REQUIRED WORK → Scan the lines below for "content" and copy the matches.

MATERIAL SUPPLIED →
:::::
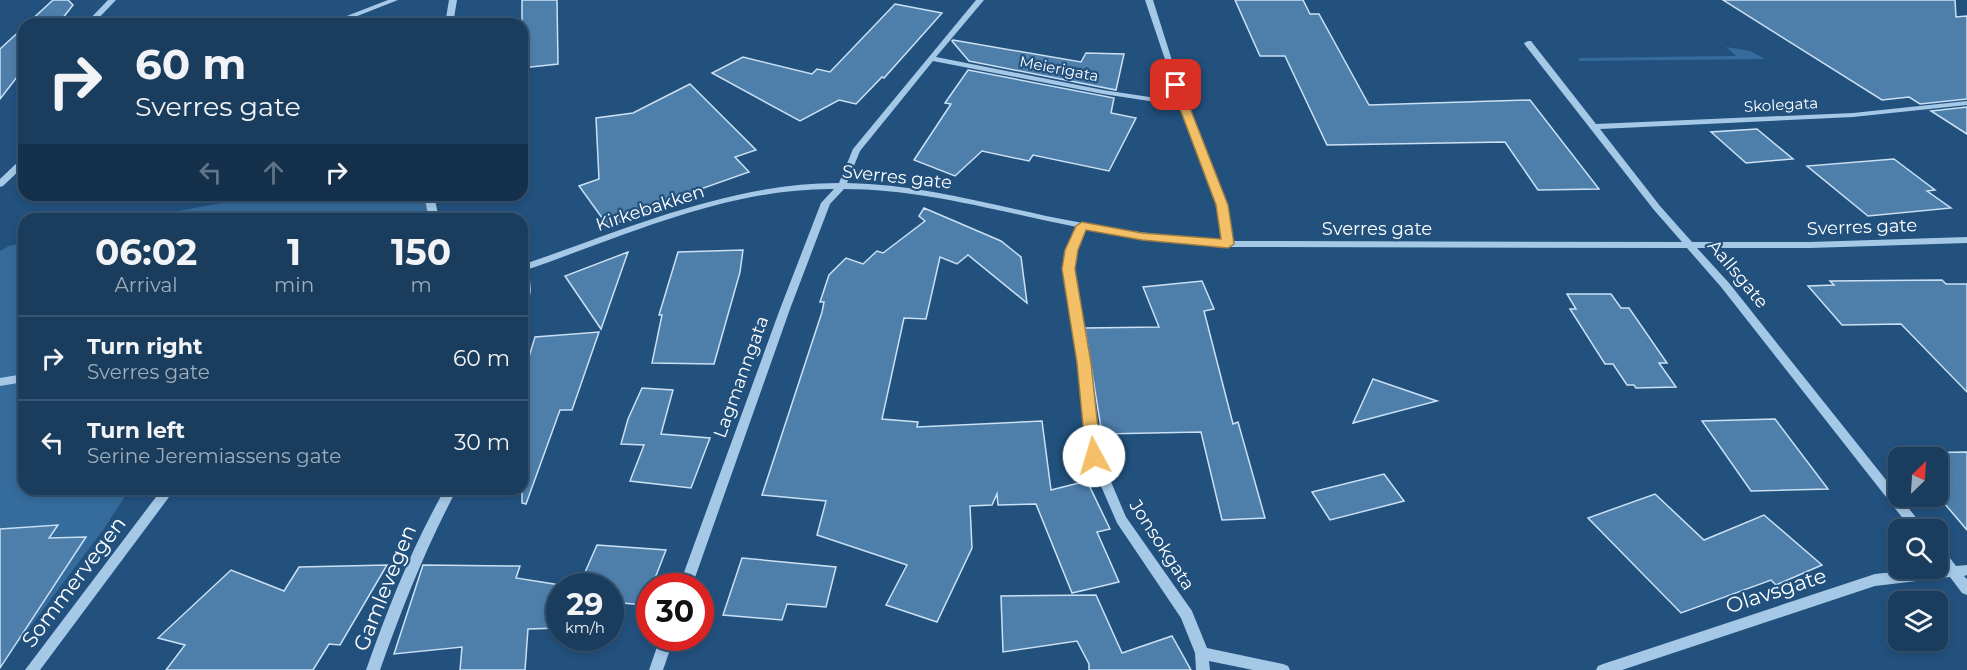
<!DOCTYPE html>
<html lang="en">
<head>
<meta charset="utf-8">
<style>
	body { margin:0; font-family:Montserrat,sans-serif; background:#234464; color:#f1f3f6; height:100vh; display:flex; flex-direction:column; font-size:22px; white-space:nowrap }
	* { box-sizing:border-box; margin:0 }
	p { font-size:20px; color:#9faebc }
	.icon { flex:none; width:33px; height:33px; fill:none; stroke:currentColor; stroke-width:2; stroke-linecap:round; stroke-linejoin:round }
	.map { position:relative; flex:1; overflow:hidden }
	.drawer { position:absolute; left:18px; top:213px; width:510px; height:282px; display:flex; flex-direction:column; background:#1a3d5e; border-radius:18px; box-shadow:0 3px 9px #0003,0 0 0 2px #385673 }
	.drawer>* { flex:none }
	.banner { position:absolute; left:18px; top:18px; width:510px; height:183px; border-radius:18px; box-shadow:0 3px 9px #0003,0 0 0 2px #385673; background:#1a3d5e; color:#f1f3f6; overflow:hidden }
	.needle { width:39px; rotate:25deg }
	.tools { position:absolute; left:1888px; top:447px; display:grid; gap:12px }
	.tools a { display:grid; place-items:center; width:60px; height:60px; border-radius:12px; background:#1a3d5e; box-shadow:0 3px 9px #0003,0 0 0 2px #385673; font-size:30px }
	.speed { position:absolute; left:546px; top:573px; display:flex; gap:12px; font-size:30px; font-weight:700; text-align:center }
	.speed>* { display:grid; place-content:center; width:78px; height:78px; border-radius:50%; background:#1a3d5e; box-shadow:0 3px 9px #0003,0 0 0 2px #385673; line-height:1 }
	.speed small { font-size:15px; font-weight:400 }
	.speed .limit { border:9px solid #d22; background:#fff; color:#111 }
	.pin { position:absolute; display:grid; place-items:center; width:51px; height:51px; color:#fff; margin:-26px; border-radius:12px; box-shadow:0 3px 9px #0006 }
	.me { position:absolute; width:66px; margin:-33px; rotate:354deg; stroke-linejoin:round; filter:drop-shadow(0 0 4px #0008) }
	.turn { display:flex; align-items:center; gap:21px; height:126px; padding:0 18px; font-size:27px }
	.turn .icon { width:78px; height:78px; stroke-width:2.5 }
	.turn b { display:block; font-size:42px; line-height:51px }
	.lanes { display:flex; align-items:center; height:57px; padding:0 18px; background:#0003; justify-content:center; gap:30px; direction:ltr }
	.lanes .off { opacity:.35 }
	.eta { display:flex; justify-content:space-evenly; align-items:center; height:102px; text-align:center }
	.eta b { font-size:36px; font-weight:700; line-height:42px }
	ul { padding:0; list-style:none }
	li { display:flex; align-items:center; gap:18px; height:84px; padding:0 18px; border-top:2px solid #385673 }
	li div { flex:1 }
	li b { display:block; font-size:22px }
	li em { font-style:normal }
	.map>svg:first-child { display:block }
	.green { fill:#356c9c }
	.building { fill:#4e7eaa; stroke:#cae1f5; stroke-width:1.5 }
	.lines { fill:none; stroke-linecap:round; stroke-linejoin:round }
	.minor { fill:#a6c8e7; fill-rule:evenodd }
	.route { fill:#f3c068; stroke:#9e7d44; stroke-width:1.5 }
	.labels { text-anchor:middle; stroke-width:4.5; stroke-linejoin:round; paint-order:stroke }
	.far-street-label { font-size:15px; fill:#fff; stroke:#22517e }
	.street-label { font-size:18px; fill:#fff; stroke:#22517e }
	.near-street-label { font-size:21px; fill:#fff; stroke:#22517e }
</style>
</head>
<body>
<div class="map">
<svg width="1967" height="670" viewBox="0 0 1967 670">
	<rect width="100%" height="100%" fill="#22517e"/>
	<g class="green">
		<path d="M1726,47L1750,51L1765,59L1580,61L1578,58L1736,56Z"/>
		<path d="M266,195H431L426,219H135Z"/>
		<path d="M24,243V489H130L103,530L0,667V251L9,246Z"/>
	</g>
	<g class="building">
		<path d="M53,0H68L73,5L58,24H27Z"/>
		<path d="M522,0H557L558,64L522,68Z"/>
		<path d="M1235,0H1303L1310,14H1319L1369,105L1530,100L1599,189L1538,190L1505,142L1327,145L1285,56H1260Z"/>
		<path d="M1723,0H1955L1956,17L1967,16V99L1920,104L1909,97L1882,100Z"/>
		<path d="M895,4L942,13L884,78L882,77L856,104L839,100L800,121L712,73L743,57L812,74L817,69L830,72Z"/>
		<path d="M24,27V68L0,99V49Z"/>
		<path d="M953,40L1081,62L1086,53L1124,54L1116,90L969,61L952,41Z"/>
		<path d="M968,70L1114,98L1111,113L1136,118L1109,171L1033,155L1029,161L982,151L955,176L914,160L951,104L945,103Z"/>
		<path d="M690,84L756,150L735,157L749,172L661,203L664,206L608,226L579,186L599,179L596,118L633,113Z"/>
		<path d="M1967,107V134L1931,111Z"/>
		<path d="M1757,129L1793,159L1746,163L1711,132Z"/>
		<path d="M1894,159L1935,190L1927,191L1951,208L1868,216L1807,166Z"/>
		<path d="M924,208L1001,241L1021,257L1027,303L968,255L957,264L940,257L926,319L904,318L882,419L918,422L917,427L1042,421L1051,490L1087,481L1110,529L1097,532L1119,582L1072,593L1036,504L998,505L997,494L992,505L970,506L972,548L937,622L886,605L907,565L817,535L826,501L762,495L822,312L824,302H820L829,275L846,258L863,264L877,251L883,253L925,221L919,216Z"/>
		<path d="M743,250L740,272L714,364L652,363L662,315H659L678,252Z"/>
		<path d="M628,252L601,329L565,276Z"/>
		<path d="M1942,280L1946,284H1967V392L1901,324L1842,325L1808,286L1834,285L1830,281Z"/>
		<path d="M1202,281L1214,309L1204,311L1233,424L1238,422L1265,518L1222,520L1201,432L1102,434L1085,328L1159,327L1143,287Z"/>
		<path d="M1567,294H1611L1621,308H1629L1667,363H1659L1676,387L1636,388L1634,385H1627L1613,364H1605L1570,309H1576Z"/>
		<path d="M599,332L572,410H560L526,504L522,503V380L535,337Z"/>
		<path d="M1373,379L1437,401L1353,423Z"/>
		<path d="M642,388L673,390L661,434L710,438L691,488L630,481L644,445L621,444L628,419Z"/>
		<path d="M1775,419L1828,489L1751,491L1702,421Z"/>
		<path d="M1967,452V530L1938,496V458H1904L1900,453Z"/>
		<path d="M1384,474L1404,501L1330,520L1312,492Z"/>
		<path d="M1655,494L1704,540L1764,515L1822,565L1776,585L1771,580L1681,613L1588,518Z"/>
		<path d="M58,525L49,538L86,537L0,668V529Z"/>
		<path d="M597,545L666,550L652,586H650L645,605L610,602V586H579Z"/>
		<path d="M742,558L836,567L826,607L787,604L782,620L723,615Z"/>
		<path d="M387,565L340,645L329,644L313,670H166L185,645L158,638L231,570L284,591L299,567Z"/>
		<path d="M423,565L520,566L516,578L560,585V628L528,629L525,670H460L462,647L394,654Z"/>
		<path d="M1096,595L1122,653L1172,636L1191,670H1089V664L1077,641L1003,652L1001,596Z"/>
	</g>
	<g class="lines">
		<g class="minor">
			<path d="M108,0H116L93,24H85Z"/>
			<path d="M388,0H398L337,24H326Z"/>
			<path d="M449,0H457L453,24H445Z"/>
			<path d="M976,0H984L936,57L1103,90L1156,98H1178L1145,0H1153L1175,70L1227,205L1232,241L1682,242L1654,210L1525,45L1524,43L1528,41H1531L1596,124L1853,113L1967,101V105L1853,117L1600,129L1660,206L1692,242H1810L1967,237V243L1810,248H1697L1729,283L1926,530H1912L1721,287L1687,248L1228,247L1153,240L1085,229L1077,250L1073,269L1089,363L1100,456L1126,517L1192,611L1207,648L1283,664L1288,666L1290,670H1253L1209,661L1210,670H1196L1195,653L1181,618L1117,523L1088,456L1079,363L1063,269L1067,250L1077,227C1000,212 923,189 844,189L830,204L790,309L692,586H679L780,309L821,203L834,189C729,188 627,235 529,269L531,290L527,316L522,319V265C624,230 729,183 839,183L853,149ZM933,61L1103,94L1156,102L1180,103L1217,205L1223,241C1163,236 1105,228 1046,216C981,202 915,184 847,183L860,151Z"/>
			<path d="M24,158V166L3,186L0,187V179L21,159Z"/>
			<path d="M424,195H434L439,219H429Z"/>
			<path d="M24,374V382L0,386V378Z"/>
			<path d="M162,489H175L40,670H25Z"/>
			<path d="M445,489H457C426,547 402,608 380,670H366C388,608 412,547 445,489Z"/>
			<path d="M1938,548L1943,549L1956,566L1967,565V575L1964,576L1967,579V595L1962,593L1950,577L1875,586L1622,670H1596L1598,666L1603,664L1875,574L1942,567L1938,562Z"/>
			<path d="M660,638H674L663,670H649Z"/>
		</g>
	</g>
	<path class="route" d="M1176,82L1181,85L1228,205L1234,244L1228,248L1142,240L1086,230L1078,250L1075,269L1091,363L1101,456L1099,460H1088L1086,456L1077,363L1062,269L1065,250L1076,226L1082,222L1142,233L1221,239L1216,205L1171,85Z"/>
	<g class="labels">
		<g class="far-street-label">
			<text transform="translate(1059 69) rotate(11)" y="5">Meierigata</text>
			<text transform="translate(1781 105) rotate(-3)" y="5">Skolegata</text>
		</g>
		<g class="street-label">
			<text transform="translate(897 177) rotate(6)" y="6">Sverres gate</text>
			<text transform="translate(650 208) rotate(-18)" y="6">Kirkebakken</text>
			<text transform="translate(1862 227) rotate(-2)" y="6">Sverres gate</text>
			<text x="1377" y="235">Sverres gate</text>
			<text transform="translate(1738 274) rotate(50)" y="6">Aallsgate</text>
			<text transform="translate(741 377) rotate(-70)" y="6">Lagmanngata</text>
			<text transform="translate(1162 545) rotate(57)" y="6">Jonsokgata</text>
		</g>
		<g class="near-street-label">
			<text transform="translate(74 582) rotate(-53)" y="7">Sommervegen</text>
			<text transform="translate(385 588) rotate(-68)" y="7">Gamlevegen</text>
			<text transform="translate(1776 591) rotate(-18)" y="7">Olavsgate</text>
		</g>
	</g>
</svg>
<div class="tools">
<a><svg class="needle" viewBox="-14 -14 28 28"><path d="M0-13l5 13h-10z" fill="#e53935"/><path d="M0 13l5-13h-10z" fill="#9faebc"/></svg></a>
<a><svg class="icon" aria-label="search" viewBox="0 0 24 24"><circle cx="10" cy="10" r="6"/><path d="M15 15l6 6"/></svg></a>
<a><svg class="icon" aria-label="layers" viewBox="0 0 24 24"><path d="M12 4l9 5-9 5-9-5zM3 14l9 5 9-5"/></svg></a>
</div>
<div class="speed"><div>29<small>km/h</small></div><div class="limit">30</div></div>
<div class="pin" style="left:1176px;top:85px;background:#d93025"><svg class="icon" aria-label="arrive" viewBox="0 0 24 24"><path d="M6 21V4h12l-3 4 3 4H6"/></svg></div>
<svg class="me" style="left:1094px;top:456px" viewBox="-20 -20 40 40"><circle r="19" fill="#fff"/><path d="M0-13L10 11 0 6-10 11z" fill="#f3c068"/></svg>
<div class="banner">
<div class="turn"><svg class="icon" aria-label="right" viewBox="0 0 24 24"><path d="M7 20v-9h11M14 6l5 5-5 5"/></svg><div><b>60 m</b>Sverres gate</div></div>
<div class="lanes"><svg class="icon off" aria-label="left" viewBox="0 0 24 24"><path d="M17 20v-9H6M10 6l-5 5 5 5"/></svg><svg class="icon off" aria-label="ahead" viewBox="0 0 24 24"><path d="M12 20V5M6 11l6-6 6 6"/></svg><svg class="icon" aria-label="right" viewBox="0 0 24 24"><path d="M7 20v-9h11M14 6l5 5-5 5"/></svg></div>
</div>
<section class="drawer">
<div class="eta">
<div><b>06:02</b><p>Arrival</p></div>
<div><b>1</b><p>min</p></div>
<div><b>150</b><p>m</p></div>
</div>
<ul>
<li><svg class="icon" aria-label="right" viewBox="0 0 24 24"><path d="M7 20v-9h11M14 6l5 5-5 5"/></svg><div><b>Turn right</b><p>Sverres gate</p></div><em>60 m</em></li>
<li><svg class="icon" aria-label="left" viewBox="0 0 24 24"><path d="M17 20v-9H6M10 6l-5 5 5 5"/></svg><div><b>Turn left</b><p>Serine Jeremiassens gate</p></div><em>30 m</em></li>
</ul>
</section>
</div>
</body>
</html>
:::::
TASK RESULT →
	.speed>* { display:grid; place-content:center; width:78px; height:78px; border-radius:50%; background:#1a3d5e; box-shadow:0 3px 9px #0003,0 0 0 2px #385673; line-height:1 }
	.lanes { display:flex; align-items:center; height:57px; padding:0 18px; background:#0003; justify-content:center; gap:30px; direction:ltr }
	.eta { display:flex; justify-content:space-evenly; align-items:center; height:102px; text-align:center }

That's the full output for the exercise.